_YOUR ASSIGNMENT_.
Look at each line below and count those with the word "data"; the answer is that number only.

_RECORDS FOR THIS TASK_.
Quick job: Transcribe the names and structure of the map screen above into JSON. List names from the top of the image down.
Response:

==

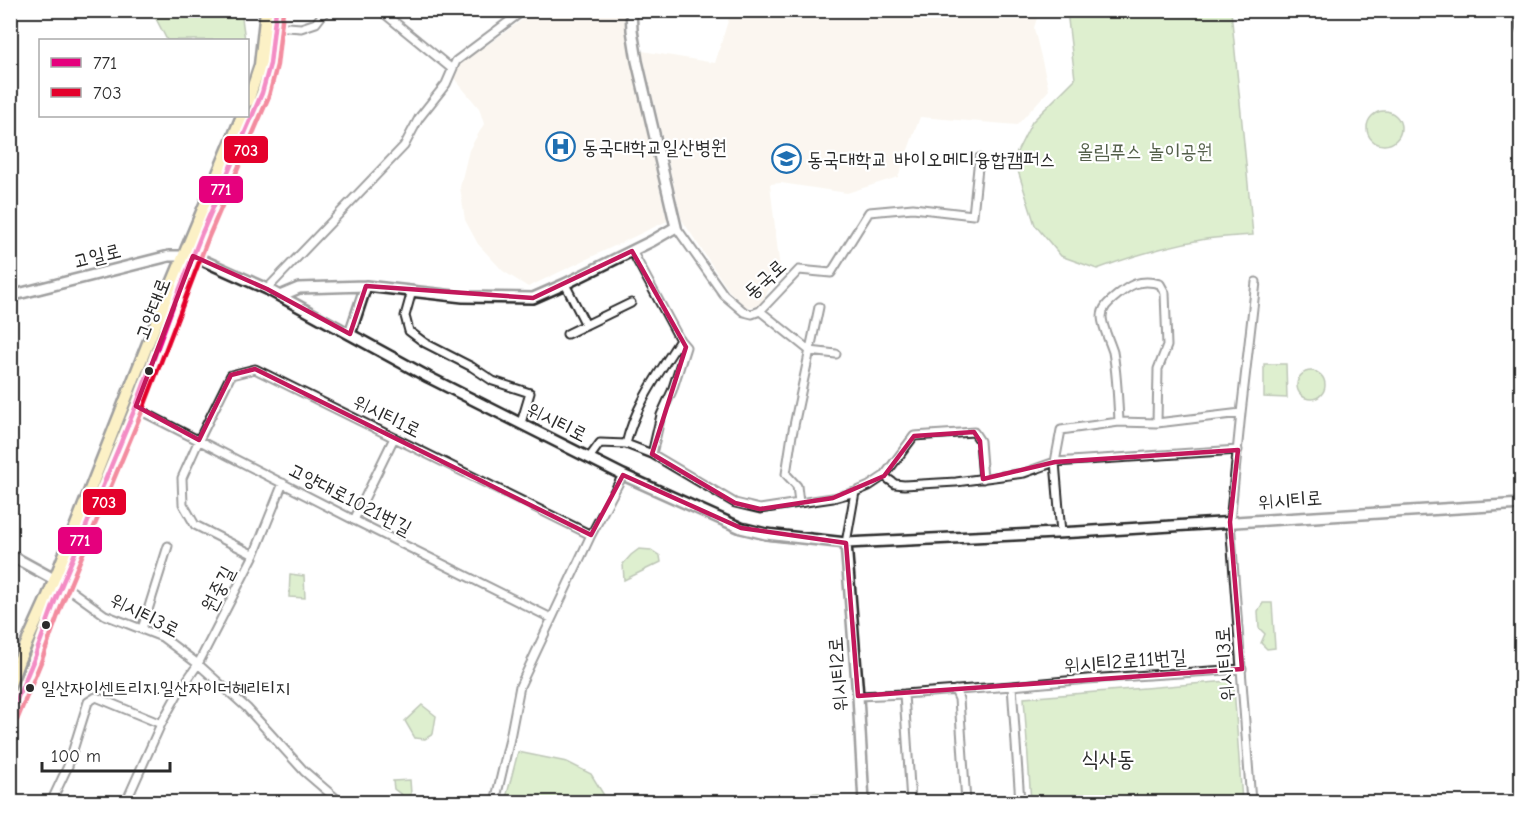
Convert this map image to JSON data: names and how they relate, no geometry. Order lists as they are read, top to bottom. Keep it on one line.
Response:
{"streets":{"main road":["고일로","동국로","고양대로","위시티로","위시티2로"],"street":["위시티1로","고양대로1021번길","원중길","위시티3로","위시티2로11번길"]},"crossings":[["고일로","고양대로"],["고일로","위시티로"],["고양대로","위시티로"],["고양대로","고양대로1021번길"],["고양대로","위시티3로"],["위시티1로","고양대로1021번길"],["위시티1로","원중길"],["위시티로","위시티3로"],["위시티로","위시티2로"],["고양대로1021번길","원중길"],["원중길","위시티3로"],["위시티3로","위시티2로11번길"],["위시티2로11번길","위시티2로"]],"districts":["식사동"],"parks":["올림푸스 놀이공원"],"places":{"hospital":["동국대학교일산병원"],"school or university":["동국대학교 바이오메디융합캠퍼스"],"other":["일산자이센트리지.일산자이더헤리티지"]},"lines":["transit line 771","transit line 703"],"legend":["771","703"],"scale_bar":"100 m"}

==

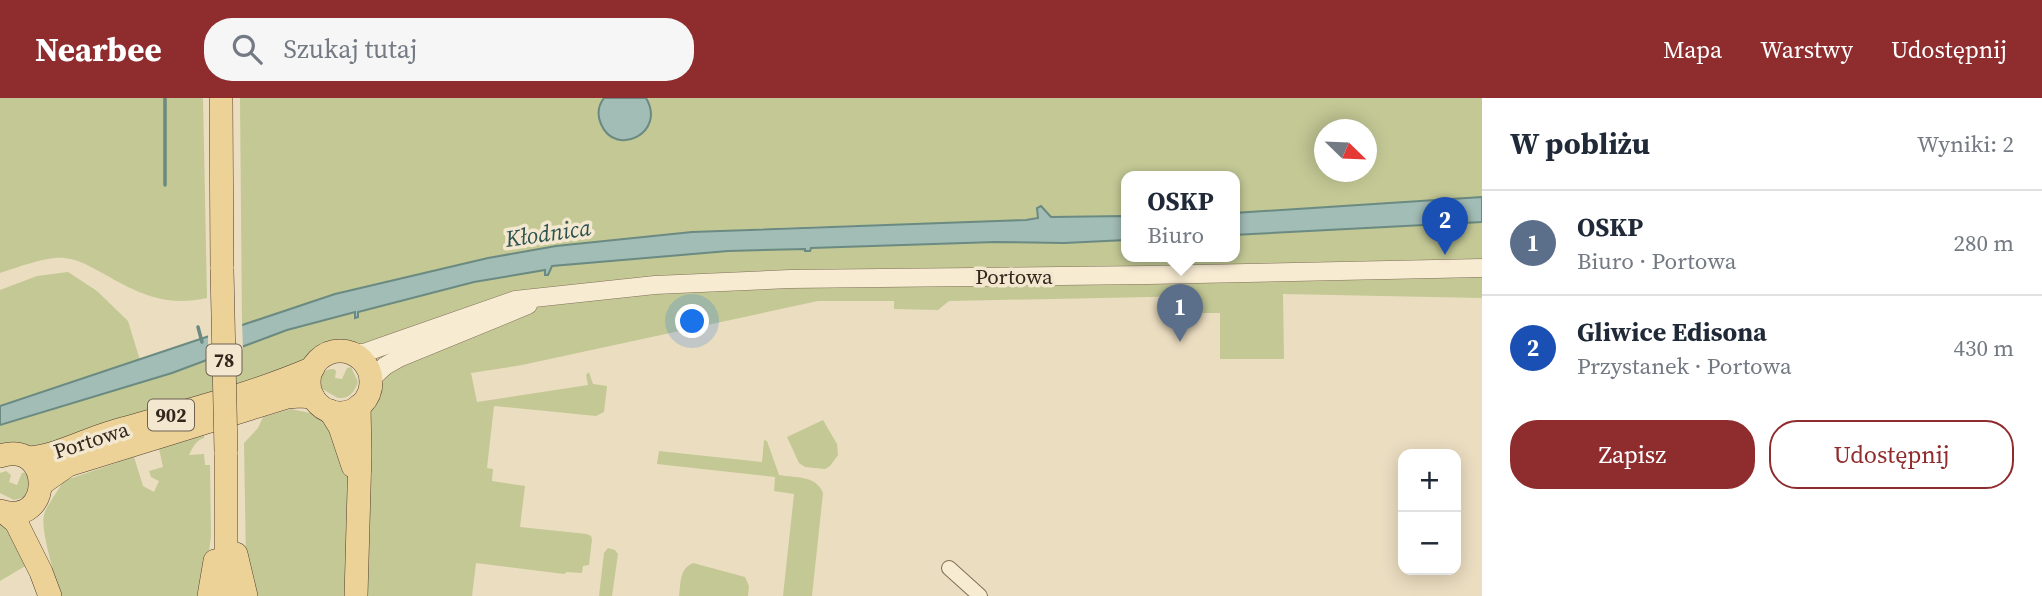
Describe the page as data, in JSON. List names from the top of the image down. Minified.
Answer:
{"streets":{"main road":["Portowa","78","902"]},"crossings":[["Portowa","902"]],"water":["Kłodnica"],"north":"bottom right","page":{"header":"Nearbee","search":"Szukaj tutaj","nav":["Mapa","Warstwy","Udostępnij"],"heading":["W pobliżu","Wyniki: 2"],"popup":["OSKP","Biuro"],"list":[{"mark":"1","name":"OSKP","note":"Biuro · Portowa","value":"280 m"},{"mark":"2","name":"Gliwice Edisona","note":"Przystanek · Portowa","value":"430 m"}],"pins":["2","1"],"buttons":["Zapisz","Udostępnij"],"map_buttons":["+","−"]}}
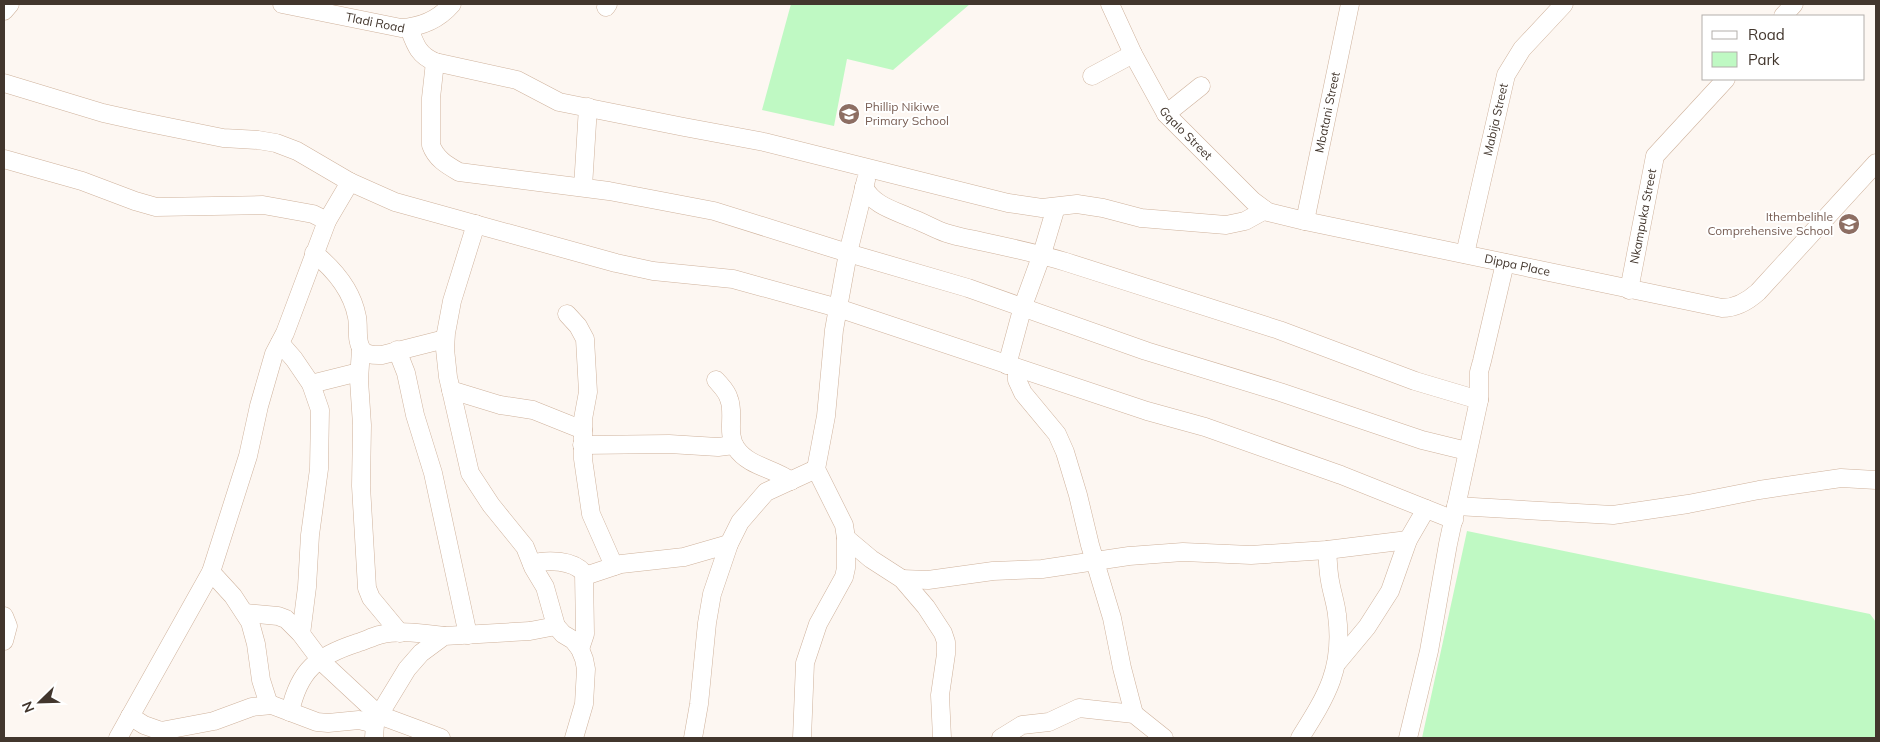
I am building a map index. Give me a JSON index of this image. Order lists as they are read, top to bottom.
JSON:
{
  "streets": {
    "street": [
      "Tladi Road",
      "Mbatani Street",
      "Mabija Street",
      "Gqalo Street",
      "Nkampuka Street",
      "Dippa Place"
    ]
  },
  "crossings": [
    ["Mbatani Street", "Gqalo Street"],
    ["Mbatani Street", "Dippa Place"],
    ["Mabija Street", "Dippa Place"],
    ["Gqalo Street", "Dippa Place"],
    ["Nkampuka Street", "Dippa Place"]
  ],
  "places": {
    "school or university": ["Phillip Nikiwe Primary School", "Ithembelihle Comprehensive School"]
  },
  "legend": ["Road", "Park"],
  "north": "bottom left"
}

_RESULT_.
2